* _Collected data entries_

= Beginning of Section =

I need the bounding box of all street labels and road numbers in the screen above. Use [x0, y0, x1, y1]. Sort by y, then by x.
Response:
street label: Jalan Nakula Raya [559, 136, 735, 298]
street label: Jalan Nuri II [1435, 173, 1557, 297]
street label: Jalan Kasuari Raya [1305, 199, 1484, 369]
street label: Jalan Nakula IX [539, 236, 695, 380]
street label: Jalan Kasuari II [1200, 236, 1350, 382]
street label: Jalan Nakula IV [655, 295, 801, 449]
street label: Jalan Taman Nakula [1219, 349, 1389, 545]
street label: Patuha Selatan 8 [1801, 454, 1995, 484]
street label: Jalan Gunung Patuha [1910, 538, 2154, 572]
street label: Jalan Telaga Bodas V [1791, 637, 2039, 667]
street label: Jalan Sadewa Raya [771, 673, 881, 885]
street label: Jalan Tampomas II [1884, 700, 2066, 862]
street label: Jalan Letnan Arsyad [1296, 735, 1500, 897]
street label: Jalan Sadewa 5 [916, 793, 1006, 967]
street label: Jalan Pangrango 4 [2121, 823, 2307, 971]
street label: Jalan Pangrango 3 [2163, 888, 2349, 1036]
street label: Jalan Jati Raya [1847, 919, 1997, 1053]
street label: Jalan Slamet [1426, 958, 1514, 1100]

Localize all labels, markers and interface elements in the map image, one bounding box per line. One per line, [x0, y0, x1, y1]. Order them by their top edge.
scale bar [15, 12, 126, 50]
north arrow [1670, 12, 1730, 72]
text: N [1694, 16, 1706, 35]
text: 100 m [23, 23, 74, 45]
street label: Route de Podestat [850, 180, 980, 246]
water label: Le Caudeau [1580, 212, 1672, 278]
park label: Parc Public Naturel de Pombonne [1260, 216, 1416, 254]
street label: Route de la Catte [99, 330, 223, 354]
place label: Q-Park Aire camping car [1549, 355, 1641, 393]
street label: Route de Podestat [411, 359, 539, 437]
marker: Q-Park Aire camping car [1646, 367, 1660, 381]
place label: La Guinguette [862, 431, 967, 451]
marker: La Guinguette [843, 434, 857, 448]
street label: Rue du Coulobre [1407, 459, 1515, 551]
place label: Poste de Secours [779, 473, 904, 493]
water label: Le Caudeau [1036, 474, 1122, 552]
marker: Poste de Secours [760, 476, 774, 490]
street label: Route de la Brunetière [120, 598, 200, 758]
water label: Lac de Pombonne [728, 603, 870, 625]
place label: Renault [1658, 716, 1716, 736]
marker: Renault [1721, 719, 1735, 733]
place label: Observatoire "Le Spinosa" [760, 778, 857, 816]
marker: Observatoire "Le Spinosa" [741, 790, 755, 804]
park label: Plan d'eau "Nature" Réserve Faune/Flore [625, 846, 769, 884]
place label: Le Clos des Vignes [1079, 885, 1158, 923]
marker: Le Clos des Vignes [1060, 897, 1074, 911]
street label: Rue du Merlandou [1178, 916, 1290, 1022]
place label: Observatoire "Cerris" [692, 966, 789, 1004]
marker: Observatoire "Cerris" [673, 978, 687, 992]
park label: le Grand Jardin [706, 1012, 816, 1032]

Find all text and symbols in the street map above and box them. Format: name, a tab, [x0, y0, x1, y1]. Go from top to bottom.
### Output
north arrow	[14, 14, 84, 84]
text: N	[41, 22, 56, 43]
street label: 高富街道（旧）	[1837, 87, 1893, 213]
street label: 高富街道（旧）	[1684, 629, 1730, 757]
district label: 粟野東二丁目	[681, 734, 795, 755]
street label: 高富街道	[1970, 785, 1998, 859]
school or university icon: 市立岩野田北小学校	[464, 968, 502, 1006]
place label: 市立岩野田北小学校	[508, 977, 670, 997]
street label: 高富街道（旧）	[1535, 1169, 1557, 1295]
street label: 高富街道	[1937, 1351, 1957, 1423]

= End of Section =

* _YOUR INSTRUCTIONS_
Could you print, word for word, the line containing "Localize all labels, markers" and every line after it through the end of the records, and nothing else?

* _RESULT_
Localize all labels, markers and interface elements in the map image, one bounding box per line. One per line, [x0, y0, x1, y1]. Order them by their top edge.
scale bar [15, 12, 126, 50]
north arrow [1670, 12, 1730, 72]
text: N [1694, 16, 1706, 35]
text: 100 m [23, 23, 74, 45]
street label: Route de Podestat [850, 180, 980, 246]
water label: Le Caudeau [1580, 212, 1672, 278]
park label: Parc Public Naturel de Pombonne [1260, 216, 1416, 254]
street label: Route de la Catte [99, 330, 223, 354]
place label: Q-Park Aire camping car [1549, 355, 1641, 393]
street label: Route de Podestat [411, 359, 539, 437]
marker: Q-Park Aire camping car [1646, 367, 1660, 381]
place label: La Guinguette [862, 431, 967, 451]
marker: La Guinguette [843, 434, 857, 448]
street label: Rue du Coulobre [1407, 459, 1515, 551]
place label: Poste de Secours [779, 473, 904, 493]
water label: Le Caudeau [1036, 474, 1122, 552]
marker: Poste de Secours [760, 476, 774, 490]
street label: Route de la Brunetière [120, 598, 200, 758]
water label: Lac de Pombonne [728, 603, 870, 625]
place label: Renault [1658, 716, 1716, 736]
marker: Renault [1721, 719, 1735, 733]
place label: Observatoire "Le Spinosa" [760, 778, 857, 816]
marker: Observatoire "Le Spinosa" [741, 790, 755, 804]
park label: Plan d'eau "Nature" Réserve Faune/Flore [625, 846, 769, 884]
place label: Le Clos des Vignes [1079, 885, 1158, 923]
marker: Le Clos des Vignes [1060, 897, 1074, 911]
street label: Rue du Merlandou [1178, 916, 1290, 1022]
place label: Observatoire "Cerris" [692, 966, 789, 1004]
marker: Observatoire "Cerris" [673, 978, 687, 992]
park label: le Grand Jardin [706, 1012, 816, 1032]

Find all text and symbols in the street map above and box them. Format: name, a tab, [x0, y0, x1, y1]. Go from top to bottom.
### Output
north arrow	[14, 14, 84, 84]
text: N	[41, 22, 56, 43]
street label: 高富街道（旧）	[1837, 87, 1893, 213]
street label: 高富街道（旧）	[1684, 629, 1730, 757]
district label: 粟野東二丁目	[681, 734, 795, 755]
street label: 高富街道	[1970, 785, 1998, 859]
school or university icon: 市立岩野田北小学校	[464, 968, 502, 1006]
place label: 市立岩野田北小学校	[508, 977, 670, 997]
street label: 高富街道（旧）	[1535, 1169, 1557, 1295]
street label: 高富街道	[1937, 1351, 1957, 1423]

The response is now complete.